REQUIREMENT — Within the listing below, please show every line carrying the string "JSON".

SUPPLIED INFORMATION —
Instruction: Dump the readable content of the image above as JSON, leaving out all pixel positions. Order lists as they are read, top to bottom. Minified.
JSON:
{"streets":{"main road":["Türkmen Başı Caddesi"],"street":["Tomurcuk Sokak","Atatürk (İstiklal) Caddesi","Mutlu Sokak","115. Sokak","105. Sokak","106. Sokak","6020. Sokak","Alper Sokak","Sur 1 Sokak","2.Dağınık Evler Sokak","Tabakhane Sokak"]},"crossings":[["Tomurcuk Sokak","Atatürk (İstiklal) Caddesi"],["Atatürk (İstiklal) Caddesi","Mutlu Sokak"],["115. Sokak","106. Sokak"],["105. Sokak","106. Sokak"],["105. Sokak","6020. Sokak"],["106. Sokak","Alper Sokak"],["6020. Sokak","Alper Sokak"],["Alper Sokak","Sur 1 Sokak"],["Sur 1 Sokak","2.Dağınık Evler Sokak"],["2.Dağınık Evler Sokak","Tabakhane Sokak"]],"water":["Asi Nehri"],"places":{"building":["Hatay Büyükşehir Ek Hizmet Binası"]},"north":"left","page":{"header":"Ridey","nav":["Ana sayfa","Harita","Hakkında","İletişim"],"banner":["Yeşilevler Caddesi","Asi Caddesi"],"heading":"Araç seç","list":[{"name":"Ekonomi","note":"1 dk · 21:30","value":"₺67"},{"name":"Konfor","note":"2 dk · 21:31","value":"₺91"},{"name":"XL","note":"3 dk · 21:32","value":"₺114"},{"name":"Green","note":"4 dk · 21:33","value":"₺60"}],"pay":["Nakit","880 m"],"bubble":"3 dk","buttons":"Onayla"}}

SOLUTION BELOW —
Instruction: Dump the readable content of the image above as JSON, leaving out all pixel positions. Order lists as they are read, top to bottom. Minified.
JSON:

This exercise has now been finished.